-
Notifications
You must be signed in to change notification settings - Fork 244
Description
Is your feature request related to a problem? Please describe.
The braket_container.py
script used for the CUDA-Q BYOC image to launch the user-provided algorithm script is not thread safe, which can create race conditions in paritcular in the step to download, extract and make available the customer code to be executed in the job. This becomes a problem, specifically, for (single and multi-instance) multi-GPU workflows, an area where CUDA-Q can provide acceleration, in particular.
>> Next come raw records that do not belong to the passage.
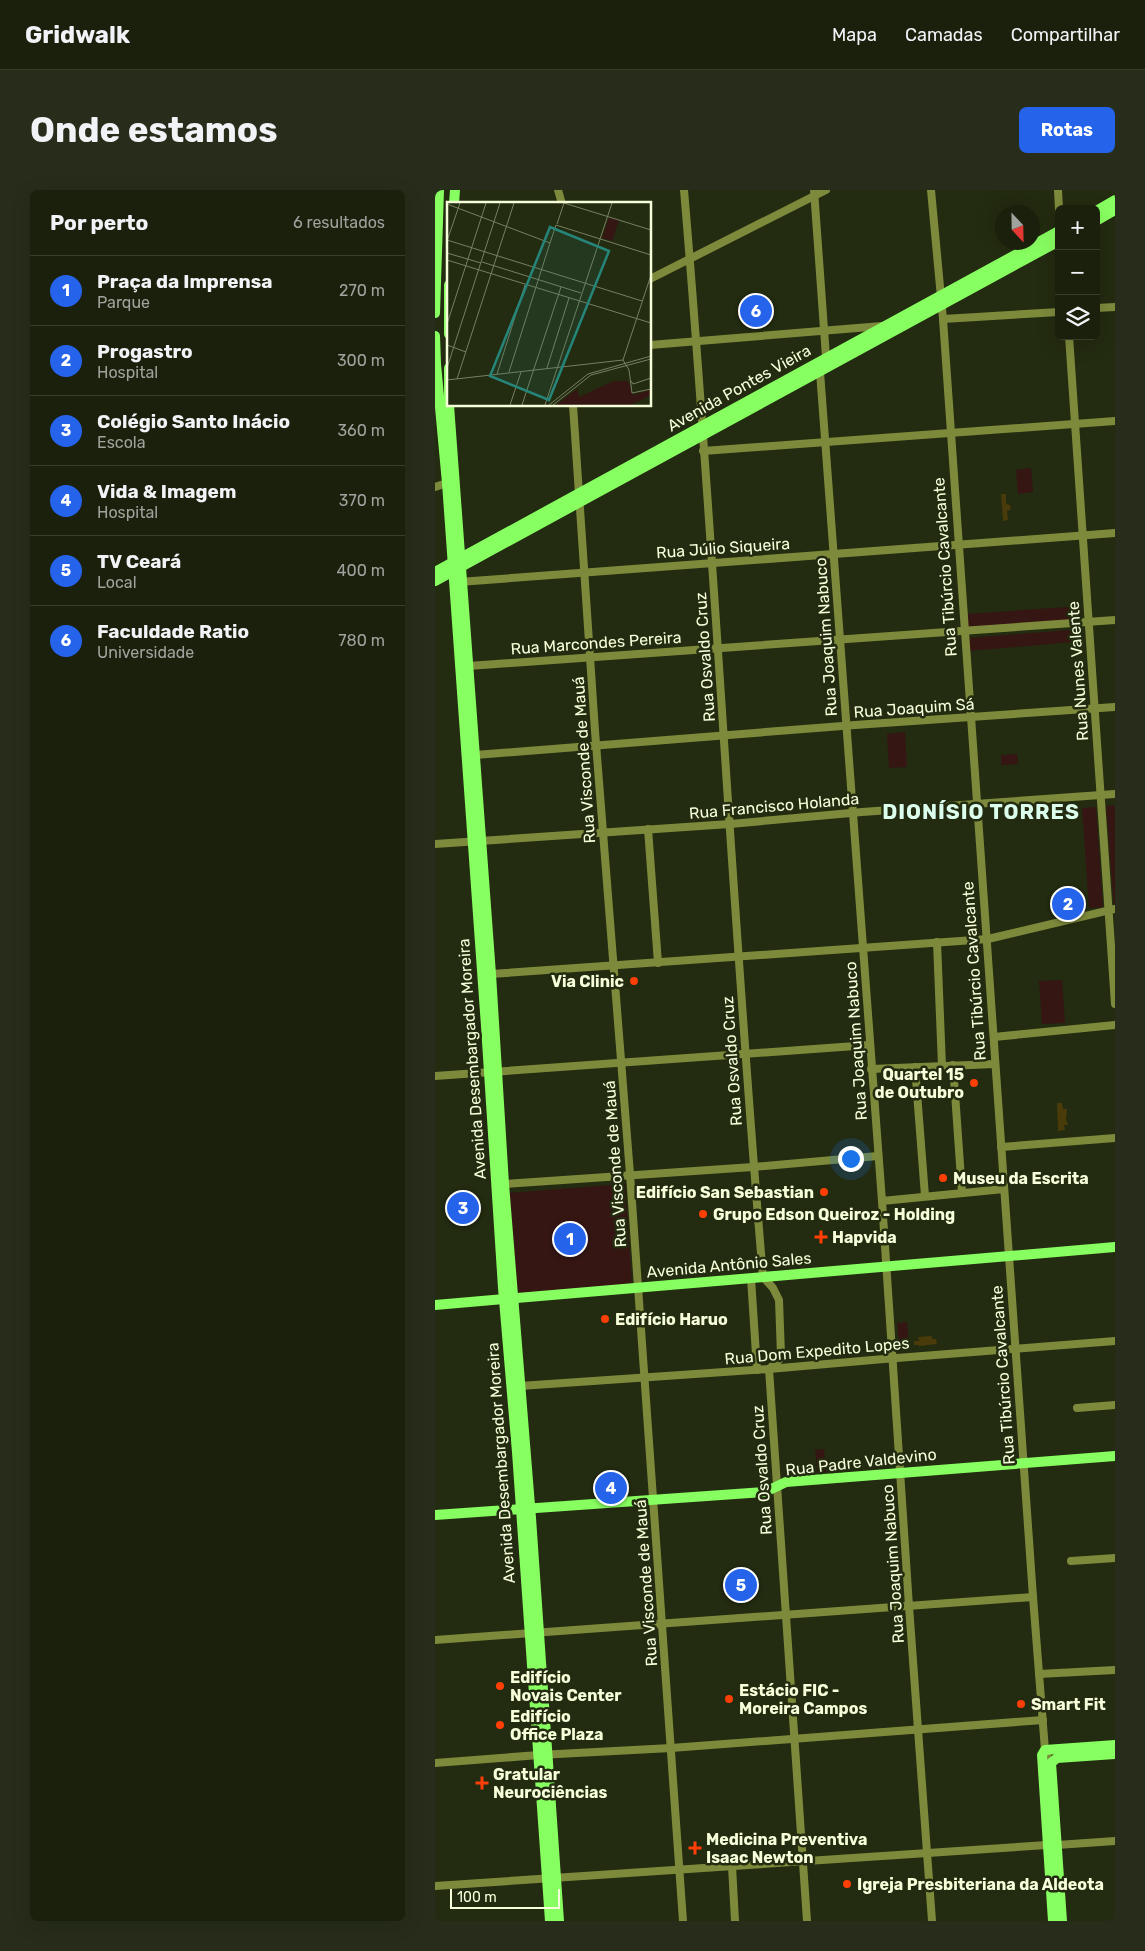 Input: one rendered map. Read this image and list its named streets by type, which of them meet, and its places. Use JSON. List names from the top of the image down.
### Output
{
  "streets": {
    "main road": [
      "Avenida Pontes Vieira",
      "Rua Tibúrcio Cavalcante",
      "Avenida Desembargador Moreira",
      "Avenida Antônio Sales",
      "Rua Padre Valdevino"
    ],
    "street": [
      "Rua Júlio Siqueira",
      "Rua Joaquim Nabuco",
      "Rua Marcondes Pereira",
      "Rua Osvaldo Cruz",
      "Rua Nunes Valente",
      "Rua Joaquim Sá",
      "Rua Visconde de Mauá",
      "Rua Francisco Holanda",
      "Rua Dom Expedito Lopes"
    ]
  },
  "crossings": [
    ["Avenida Pontes Vieira", "Rua Tibúrcio Cavalcante"],
    ["Avenida Pontes Vieira", "Rua Joaquim Nabuco"],
    ["Avenida Pontes Vieira", "Rua Osvaldo Cruz"],
    ["Avenida Pontes Vieira", "Rua Visconde de Mauá"],
    ["Avenida Pontes Vieira", "Avenida Desembargador Moreira"],
    ["Rua Júlio Siqueira", "Rua Tibúrcio Cavalcante"],
    ["Rua Júlio Siqueira", "Rua Joaquim Nabuco"],
    ["Rua Júlio Siqueira", "Rua Osvaldo Cruz"],
    ["Rua Júlio Siqueira", "Rua Nunes Valente"],
    ["Rua Júlio Siqueira", "Rua Visconde de Mauá"],
    ["Rua Júlio Siqueira", "Avenida Desembargador Moreira"],
    ["Rua Tibúrcio Cavalcante", "Rua Marcondes Pereira"],
    ["Rua Tibúrcio Cavalcante", "Rua Joaquim Sá"],
    ["Rua Tibúrcio Cavalcante", "Rua Francisco Holanda"],
    ["Rua Tibúrcio Cavalcante", "Avenida Antônio Sales"],
    ["Rua Tibúrcio Cavalcante", "Rua Dom Expedito Lopes"],
    ["Rua Tibúrcio Cavalcante", "Rua Padre Valdevino"],
    ["Rua Joaquim Nabuco", "Rua Marcondes Pereira"],
    ["Rua Joaquim Nabuco", "Rua Joaquim Sá"],
    ["Rua Joaquim Nabuco", "Rua Francisco Holanda"],
    ["Rua Joaquim Nabuco", "Avenida Antônio Sales"],
    ["Rua Joaquim Nabuco", "Rua Dom Expedito Lopes"],
    ["Rua Joaquim Nabuco", "Rua Padre Valdevino"],
    ["Rua Marcondes Pereira", "Rua Osvaldo Cruz"],
    ["Rua Marcondes Pereira", "Rua Nunes Valente"],
    ["Rua Marcondes Pereira", "Rua Visconde de Mauá"],
    ["Rua Marcondes Pereira", "Avenida Desembargador Moreira"],
    ["Rua Osvaldo Cruz", "Rua Joaquim Sá"],
    ["Rua Osvaldo Cruz", "Rua Francisco Holanda"],
    ["Rua Osvaldo Cruz", "Avenida Antônio Sales"],
    ["Rua Osvaldo Cruz", "Rua Dom Expedito Lopes"],
    ["Rua Osvaldo Cruz", "Rua Padre Valdevino"],
    ["Rua Nunes Valente", "Rua Joaquim Sá"],
    ["Rua Nunes Valente", "Rua Francisco Holanda"],
    ["Rua Joaquim Sá", "Rua Visconde de Mauá"],
    ["Rua Joaquim Sá", "Avenida Desembargador Moreira"],
    ["Rua Visconde de Mauá", "Rua Francisco Holanda"],
    ["Rua Visconde de Mauá", "Avenida Antônio Sales"],
    ["Rua Visconde de Mauá", "Rua Dom Expedito Lopes"],
    ["Rua Visconde de Mauá", "Rua Padre Valdevino"],
    ["Rua Francisco Holanda", "Avenida Desembargador Moreira"],
    ["Avenida Desembargador Moreira", "Avenida Antônio Sales"],
    ["Avenida Desembargador Moreira", "Rua Dom Expedito Lopes"],
    ["Avenida Desembargador Moreira", "Rua Padre Valdevino"]
  ],
  "districts": ["DIONÍSIO TORRES"],
  "places": {
    "other": [
      "Via Clinic",
      "Quartel 15 de Outubro",
      "Museu da Escrita",
      "Edifício San Sebastian",
      "Grupo Edson Queiroz - Holding",
      "Edifício Haruo",
      "Edifício Novais Center",
      "Estácio FIC - Moreira Campos",
      "Smart Fit",
      "Edifício Office Plaza",
      "Igreja Presbiteriana da Aldeota"
    ],
    "health": ["Hapvida", "Gratular Neurociências", "Medicina Preventiva Isaac Newton"]
  },
  "scale_bar": "100 m",
  "north": "bottom",
  "page": {
    "header": "Gridwalk",
    "nav": ["Mapa", "Camadas", "Compartilhar"],
    "buttons": "Rotas",
    "title": "Onde estamos",
    "heading": ["Por perto", "6 resultados"],
    "map_buttons": ["+", "−"],
    "list": [
      {
        "mark": "1",
        "name": "Praça da Imprensa",
        "note": "Parque",
        "value": "270 m"
      },
      {
        "mark": "2",
        "name": "Progastro",
        "note": "Hospital",
        "value": "300 m"
      },
      {
        "mark": "3",
        "name": "Colégio Santo Inácio",
        "note": "Escola",
        "value": "360 m"
      },
      {
        "mark": "4",
        "name": "Vida & Imagem",
        "note": "Hospital",
        "value": "370 m"
      },
      {
        "mark": "5",
        "name": "TV Ceará",
        "note": "Local",
        "value": "400 m"
      },
      {
        "mark": "6",
        "name": "Faculdade Ratio",
        "note": "Universidade",
        "value": "780 m"
      }
    ],
    "pins": [
      "6",
      "2",
      "3",
      "1",
      "4",
      "5"
    ],
    "scale": "100 m"
  }
}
While the original script on the amazon-braket-containers repository, does not take into account multiple processes running in an MPI context, at all, the script in this repository at least performs some basic handling of the MPI ranks here:
# Add wait time to resolve race condition
import time
rank = int(os.getenv("OMPI_COMM_WORLD_NODE_RANK", "0"))
time.sleep(rank)
But, this handling is both, inefficient, and ultimately not bullet proof (for example, if the download of the user-provided algorithm code from S3 takes longer than expected).
Describe the solution you'd like
The script should be refactored for real thread safety.
Describe alternatives you've considered
It would be even better, IMO, to improve the original script (https://github.com/amazon-braket/amazon-braket-containers/blob/main/src/braket_container.py) and copy it directly in the Dockerfile rather than duplicating it locally, e.g.:
FROM ...
# other instructions...
RUN git clone --depth=1 https://github.com/amazon-braket/amazon-braket-containers.git
RUN cp amazon-braket-containers/src/braket_container.py /opt/ml/code/braket_container.py
ENV SAGEMAKER_PROGRAM=braket_container.py